TASK INPUTS:
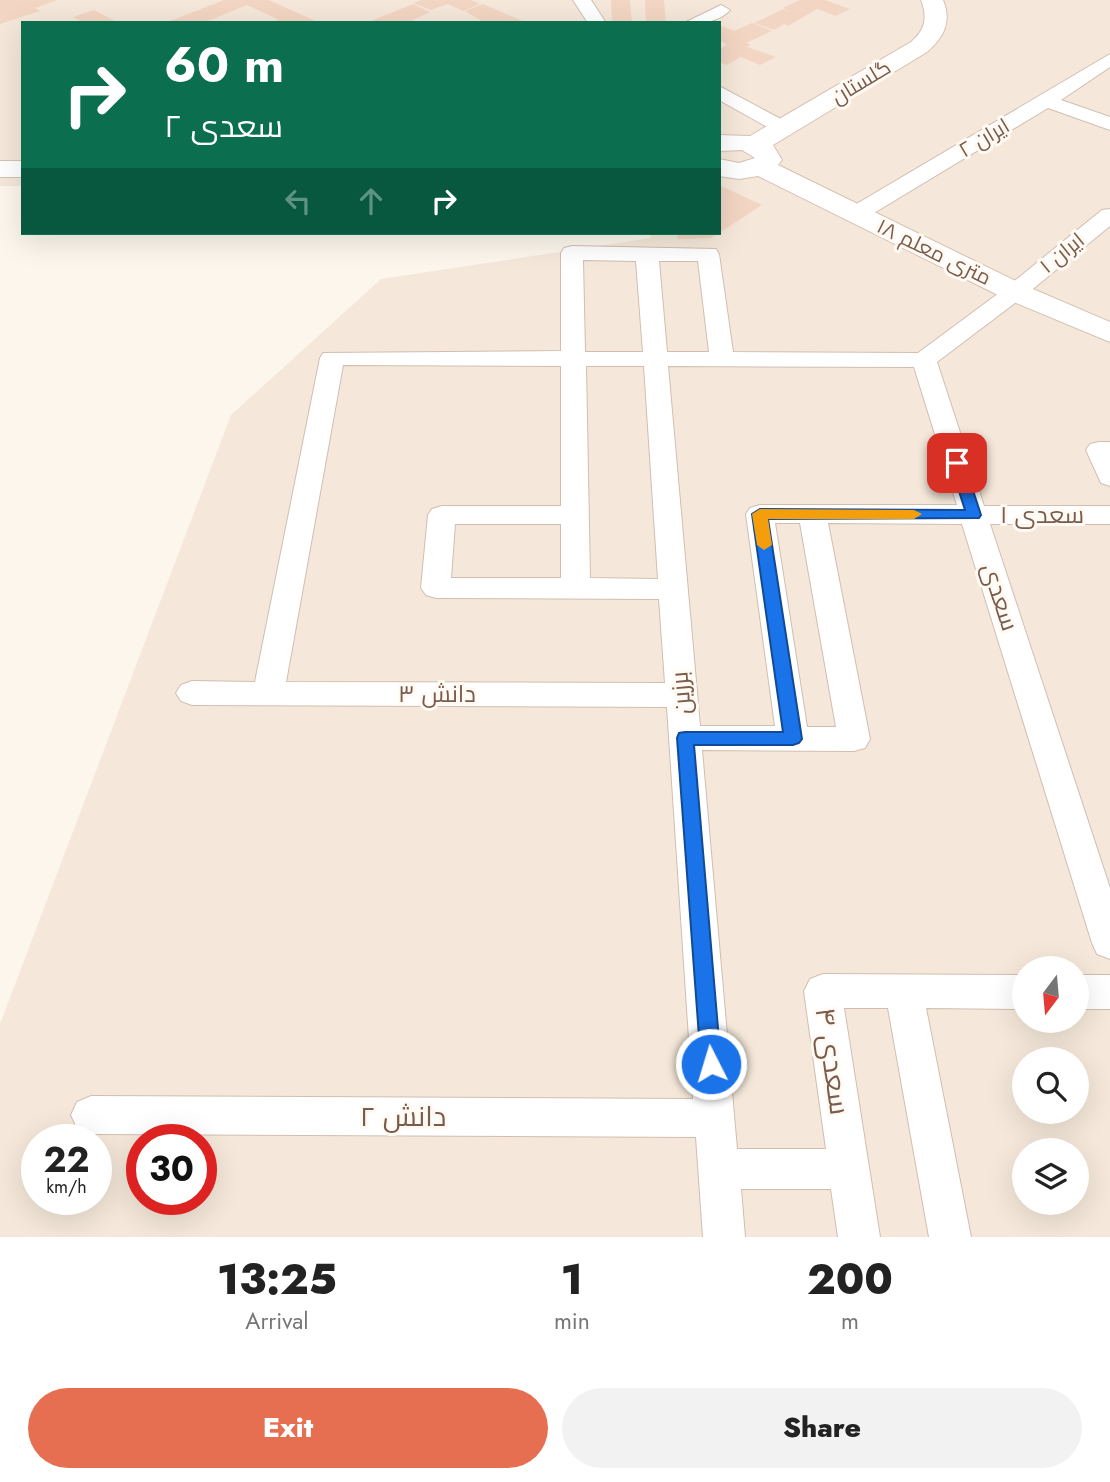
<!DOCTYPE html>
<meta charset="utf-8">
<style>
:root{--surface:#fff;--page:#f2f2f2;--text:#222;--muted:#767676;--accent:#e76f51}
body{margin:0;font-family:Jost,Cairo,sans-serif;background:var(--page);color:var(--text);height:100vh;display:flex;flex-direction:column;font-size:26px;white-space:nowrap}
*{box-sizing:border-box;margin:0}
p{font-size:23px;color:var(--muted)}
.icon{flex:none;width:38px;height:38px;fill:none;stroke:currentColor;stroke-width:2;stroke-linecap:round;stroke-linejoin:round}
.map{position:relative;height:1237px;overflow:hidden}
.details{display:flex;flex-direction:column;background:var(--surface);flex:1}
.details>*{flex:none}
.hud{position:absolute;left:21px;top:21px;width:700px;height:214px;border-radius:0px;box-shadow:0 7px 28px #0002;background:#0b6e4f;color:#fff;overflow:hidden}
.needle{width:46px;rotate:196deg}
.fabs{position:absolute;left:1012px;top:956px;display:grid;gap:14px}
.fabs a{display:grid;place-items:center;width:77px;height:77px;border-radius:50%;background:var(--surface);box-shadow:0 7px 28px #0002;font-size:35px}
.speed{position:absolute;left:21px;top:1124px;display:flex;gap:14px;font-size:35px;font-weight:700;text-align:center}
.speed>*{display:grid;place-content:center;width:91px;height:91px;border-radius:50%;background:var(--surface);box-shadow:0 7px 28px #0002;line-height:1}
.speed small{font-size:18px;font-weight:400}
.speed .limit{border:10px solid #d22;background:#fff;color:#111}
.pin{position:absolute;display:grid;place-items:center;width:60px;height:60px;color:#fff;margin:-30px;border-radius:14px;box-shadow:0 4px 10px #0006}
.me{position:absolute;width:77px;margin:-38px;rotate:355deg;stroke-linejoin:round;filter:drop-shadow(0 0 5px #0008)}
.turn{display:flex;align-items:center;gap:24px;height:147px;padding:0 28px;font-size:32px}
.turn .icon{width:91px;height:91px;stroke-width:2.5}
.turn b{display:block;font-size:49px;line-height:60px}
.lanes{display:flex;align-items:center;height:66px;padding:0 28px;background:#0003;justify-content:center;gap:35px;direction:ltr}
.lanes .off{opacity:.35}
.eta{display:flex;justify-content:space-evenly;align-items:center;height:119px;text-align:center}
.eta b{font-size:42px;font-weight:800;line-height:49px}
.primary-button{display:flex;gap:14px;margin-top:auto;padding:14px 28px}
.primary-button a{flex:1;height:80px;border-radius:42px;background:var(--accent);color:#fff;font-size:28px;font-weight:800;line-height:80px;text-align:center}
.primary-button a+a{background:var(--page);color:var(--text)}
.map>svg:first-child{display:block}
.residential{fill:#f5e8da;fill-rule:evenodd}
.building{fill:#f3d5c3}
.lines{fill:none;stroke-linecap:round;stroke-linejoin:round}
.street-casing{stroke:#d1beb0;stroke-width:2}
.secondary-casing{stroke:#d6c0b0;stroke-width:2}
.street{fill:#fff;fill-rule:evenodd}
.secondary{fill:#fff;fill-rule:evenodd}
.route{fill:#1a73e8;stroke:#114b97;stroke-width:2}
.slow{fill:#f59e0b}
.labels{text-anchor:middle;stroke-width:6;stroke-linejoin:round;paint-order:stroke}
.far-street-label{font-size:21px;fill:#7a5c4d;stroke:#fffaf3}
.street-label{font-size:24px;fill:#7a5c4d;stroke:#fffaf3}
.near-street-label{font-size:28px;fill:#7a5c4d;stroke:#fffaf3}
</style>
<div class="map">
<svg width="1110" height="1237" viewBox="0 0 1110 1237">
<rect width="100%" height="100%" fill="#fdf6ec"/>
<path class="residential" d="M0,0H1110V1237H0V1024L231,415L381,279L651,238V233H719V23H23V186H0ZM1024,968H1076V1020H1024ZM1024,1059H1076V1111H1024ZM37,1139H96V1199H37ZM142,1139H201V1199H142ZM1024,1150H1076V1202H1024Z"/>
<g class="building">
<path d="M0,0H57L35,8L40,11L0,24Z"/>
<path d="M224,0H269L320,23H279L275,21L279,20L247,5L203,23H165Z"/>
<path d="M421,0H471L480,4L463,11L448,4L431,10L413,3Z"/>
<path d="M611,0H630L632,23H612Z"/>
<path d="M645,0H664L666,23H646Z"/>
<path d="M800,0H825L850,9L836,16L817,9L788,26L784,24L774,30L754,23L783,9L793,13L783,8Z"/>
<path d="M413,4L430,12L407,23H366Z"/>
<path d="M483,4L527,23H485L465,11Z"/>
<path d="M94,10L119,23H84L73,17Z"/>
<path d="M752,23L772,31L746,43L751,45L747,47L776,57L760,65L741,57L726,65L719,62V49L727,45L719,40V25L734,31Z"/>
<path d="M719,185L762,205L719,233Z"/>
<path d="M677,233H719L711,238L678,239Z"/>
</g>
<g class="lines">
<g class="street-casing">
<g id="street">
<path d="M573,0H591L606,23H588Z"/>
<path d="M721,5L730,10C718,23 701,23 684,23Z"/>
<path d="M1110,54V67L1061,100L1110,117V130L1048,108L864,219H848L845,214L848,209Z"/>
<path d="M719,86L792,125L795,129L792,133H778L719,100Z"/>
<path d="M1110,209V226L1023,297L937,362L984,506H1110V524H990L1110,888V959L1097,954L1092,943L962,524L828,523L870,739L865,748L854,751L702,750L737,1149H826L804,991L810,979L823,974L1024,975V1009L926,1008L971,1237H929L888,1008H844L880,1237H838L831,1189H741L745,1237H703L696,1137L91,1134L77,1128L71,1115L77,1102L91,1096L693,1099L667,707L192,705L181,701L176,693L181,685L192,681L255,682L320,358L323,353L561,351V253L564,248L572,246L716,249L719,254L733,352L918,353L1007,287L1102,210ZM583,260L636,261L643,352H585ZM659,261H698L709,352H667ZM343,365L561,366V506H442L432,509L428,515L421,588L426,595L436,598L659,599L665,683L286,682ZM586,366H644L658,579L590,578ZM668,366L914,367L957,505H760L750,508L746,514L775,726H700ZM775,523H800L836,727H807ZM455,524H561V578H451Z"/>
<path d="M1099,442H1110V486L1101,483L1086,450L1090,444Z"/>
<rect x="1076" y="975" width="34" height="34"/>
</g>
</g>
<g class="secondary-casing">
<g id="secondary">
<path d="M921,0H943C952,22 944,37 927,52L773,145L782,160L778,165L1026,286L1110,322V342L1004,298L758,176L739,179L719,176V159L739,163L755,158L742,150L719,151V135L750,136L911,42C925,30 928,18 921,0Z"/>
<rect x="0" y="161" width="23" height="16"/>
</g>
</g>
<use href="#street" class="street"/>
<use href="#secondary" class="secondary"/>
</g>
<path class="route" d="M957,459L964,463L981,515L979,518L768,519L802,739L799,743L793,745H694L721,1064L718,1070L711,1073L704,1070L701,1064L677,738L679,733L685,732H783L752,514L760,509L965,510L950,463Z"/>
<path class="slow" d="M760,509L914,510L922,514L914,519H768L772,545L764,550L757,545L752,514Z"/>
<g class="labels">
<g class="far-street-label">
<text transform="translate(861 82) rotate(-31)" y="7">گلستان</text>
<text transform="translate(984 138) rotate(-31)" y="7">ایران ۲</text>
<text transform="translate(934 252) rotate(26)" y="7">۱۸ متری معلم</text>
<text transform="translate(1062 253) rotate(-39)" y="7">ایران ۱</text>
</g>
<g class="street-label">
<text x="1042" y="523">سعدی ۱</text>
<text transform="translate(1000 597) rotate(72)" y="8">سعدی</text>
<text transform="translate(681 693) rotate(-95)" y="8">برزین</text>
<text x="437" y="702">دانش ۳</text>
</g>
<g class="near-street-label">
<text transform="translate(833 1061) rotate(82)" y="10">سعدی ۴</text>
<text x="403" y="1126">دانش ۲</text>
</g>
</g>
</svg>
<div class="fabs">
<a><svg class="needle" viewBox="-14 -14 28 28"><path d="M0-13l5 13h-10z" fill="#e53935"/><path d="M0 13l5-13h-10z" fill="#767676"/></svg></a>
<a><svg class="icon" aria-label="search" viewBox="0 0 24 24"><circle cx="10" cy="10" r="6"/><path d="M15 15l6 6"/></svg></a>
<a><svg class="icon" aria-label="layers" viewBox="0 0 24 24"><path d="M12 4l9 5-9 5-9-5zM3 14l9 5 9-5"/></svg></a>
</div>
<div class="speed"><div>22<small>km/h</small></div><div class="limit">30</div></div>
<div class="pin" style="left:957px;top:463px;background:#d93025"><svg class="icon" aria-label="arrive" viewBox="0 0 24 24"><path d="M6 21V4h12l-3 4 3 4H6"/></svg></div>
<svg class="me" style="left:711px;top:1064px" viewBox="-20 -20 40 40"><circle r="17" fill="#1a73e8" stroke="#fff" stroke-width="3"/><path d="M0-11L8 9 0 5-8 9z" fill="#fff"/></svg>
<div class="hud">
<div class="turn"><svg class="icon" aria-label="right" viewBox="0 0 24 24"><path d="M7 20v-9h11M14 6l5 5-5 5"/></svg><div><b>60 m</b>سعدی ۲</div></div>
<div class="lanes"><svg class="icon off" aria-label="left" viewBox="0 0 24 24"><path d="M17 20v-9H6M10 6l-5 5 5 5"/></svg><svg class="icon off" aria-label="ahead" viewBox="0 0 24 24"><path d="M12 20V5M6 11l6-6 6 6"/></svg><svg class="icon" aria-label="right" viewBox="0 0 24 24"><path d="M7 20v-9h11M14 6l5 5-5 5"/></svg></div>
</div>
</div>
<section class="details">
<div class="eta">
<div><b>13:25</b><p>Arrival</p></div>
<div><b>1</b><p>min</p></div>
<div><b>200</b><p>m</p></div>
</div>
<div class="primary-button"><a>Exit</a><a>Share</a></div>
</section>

TASK INSTRUCTIONS: Pick each line holding the word "none" out of the listing.

OUTPUT:
.icon{flex:none;width:38px;height:38px;fill:none;stroke:currentColor;stroke-width:2;stroke-linecap:round;stroke-linejoin:round}
.details>*{flex:none}
.lines{fill:none;stroke-linecap:round;stroke-linejoin:round}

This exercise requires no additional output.